## [WORK TASK]
Every line of the data below is to be retyped exactly.

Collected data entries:
----
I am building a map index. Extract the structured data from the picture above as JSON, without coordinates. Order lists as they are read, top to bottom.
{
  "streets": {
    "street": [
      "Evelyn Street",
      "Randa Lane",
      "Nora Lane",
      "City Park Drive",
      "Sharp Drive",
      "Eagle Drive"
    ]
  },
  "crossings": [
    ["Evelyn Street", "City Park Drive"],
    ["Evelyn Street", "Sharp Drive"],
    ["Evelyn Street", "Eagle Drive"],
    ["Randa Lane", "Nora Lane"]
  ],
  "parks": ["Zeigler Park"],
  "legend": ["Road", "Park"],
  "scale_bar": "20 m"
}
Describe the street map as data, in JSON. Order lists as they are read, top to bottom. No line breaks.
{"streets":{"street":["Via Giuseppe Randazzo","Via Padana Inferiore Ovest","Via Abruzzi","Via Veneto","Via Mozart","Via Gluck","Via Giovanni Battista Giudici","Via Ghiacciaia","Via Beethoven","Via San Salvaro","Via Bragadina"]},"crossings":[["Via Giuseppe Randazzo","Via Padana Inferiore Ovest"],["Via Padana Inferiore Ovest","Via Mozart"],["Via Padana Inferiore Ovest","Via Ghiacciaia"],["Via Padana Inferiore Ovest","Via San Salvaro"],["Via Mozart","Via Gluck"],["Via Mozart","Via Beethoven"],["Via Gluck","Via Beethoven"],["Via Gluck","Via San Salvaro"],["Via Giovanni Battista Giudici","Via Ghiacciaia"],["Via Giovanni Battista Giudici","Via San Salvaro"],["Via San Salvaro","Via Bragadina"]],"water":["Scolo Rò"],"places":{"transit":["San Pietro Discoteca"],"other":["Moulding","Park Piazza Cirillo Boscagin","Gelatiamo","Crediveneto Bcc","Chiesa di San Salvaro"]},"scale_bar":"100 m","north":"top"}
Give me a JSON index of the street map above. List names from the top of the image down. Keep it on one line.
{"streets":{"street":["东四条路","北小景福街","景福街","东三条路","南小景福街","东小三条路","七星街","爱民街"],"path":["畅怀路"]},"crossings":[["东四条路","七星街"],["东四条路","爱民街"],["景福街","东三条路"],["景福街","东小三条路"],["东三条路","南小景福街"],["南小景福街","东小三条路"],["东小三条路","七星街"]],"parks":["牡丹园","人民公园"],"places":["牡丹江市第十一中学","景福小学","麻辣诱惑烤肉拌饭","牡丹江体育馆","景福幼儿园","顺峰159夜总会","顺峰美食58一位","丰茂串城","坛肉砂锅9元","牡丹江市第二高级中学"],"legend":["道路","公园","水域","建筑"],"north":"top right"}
----
## [EXERCISE ANSWER]
I am building a map index. Extract the structured data from the picture above as JSON, without coordinates. Order lists as they are read, top to bottom.
{
  "streets": {
    "street": [
      "Evelyn Street",
      "Randa Lane",
      "Nora Lane",
      "City Park Drive",
      "Sharp Drive",
      "Eagle Drive"
    ]
  },
  "crossings": [
    ["Evelyn Street", "City Park Drive"],
    ["Evelyn Street", "Sharp Drive"],
    ["Evelyn Street", "Eagle Drive"],
    ["Randa Lane", "Nora Lane"]
  ],
  "parks": ["Zeigler Park"],
  "legend": ["Road", "Park"],
  "scale_bar": "20 m"
}
Describe the street map as data, in JSON. Order lists as they are read, top to bottom. No line breaks.
{"streets":{"street":["Via Giuseppe Randazzo","Via Padana Inferiore Ovest","Via Abruzzi","Via Veneto","Via Mozart","Via Gluck","Via Giovanni Battista Giudici","Via Ghiacciaia","Via Beethoven","Via San Salvaro","Via Bragadina"]},"crossings":[["Via Giuseppe Randazzo","Via Padana Inferiore Ovest"],["Via Padana Inferiore Ovest","Via Mozart"],["Via Padana Inferiore Ovest","Via Ghiacciaia"],["Via Padana Inferiore Ovest","Via San Salvaro"],["Via Mozart","Via Gluck"],["Via Mozart","Via Beethoven"],["Via Gluck","Via Beethoven"],["Via Gluck","Via San Salvaro"],["Via Giovanni Battista Giudici","Via Ghiacciaia"],["Via Giovanni Battista Giudici","Via San Salvaro"],["Via San Salvaro","Via Bragadina"]],"water":["Scolo Rò"],"places":{"transit":["San Pietro Discoteca"],"other":["Moulding","Park Piazza Cirillo Boscagin","Gelatiamo","Crediveneto Bcc","Chiesa di San Salvaro"]},"scale_bar":"100 m","north":"top"}
Give me a JSON index of the street map above. List names from the top of the image down. Keep it on one line.
{"streets":{"street":["东四条路","北小景福街","景福街","东三条路","南小景福街","东小三条路","七星街","爱民街"],"path":["畅怀路"]},"crossings":[["东四条路","七星街"],["东四条路","爱民街"],["景福街","东三条路"],["景福街","东小三条路"],["东三条路","南小景福街"],["南小景福街","东小三条路"],["东小三条路","七星街"]],"parks":["牡丹园","人民公园"],"places":["牡丹江市第十一中学","景福小学","麻辣诱惑烤肉拌饭","牡丹江体育馆","景福幼儿园","顺峰159夜总会","顺峰美食58一位","丰茂串城","坛肉砂锅9元","牡丹江市第二高级中学"],"legend":["道路","公园","水域","建筑"],"north":"top right"}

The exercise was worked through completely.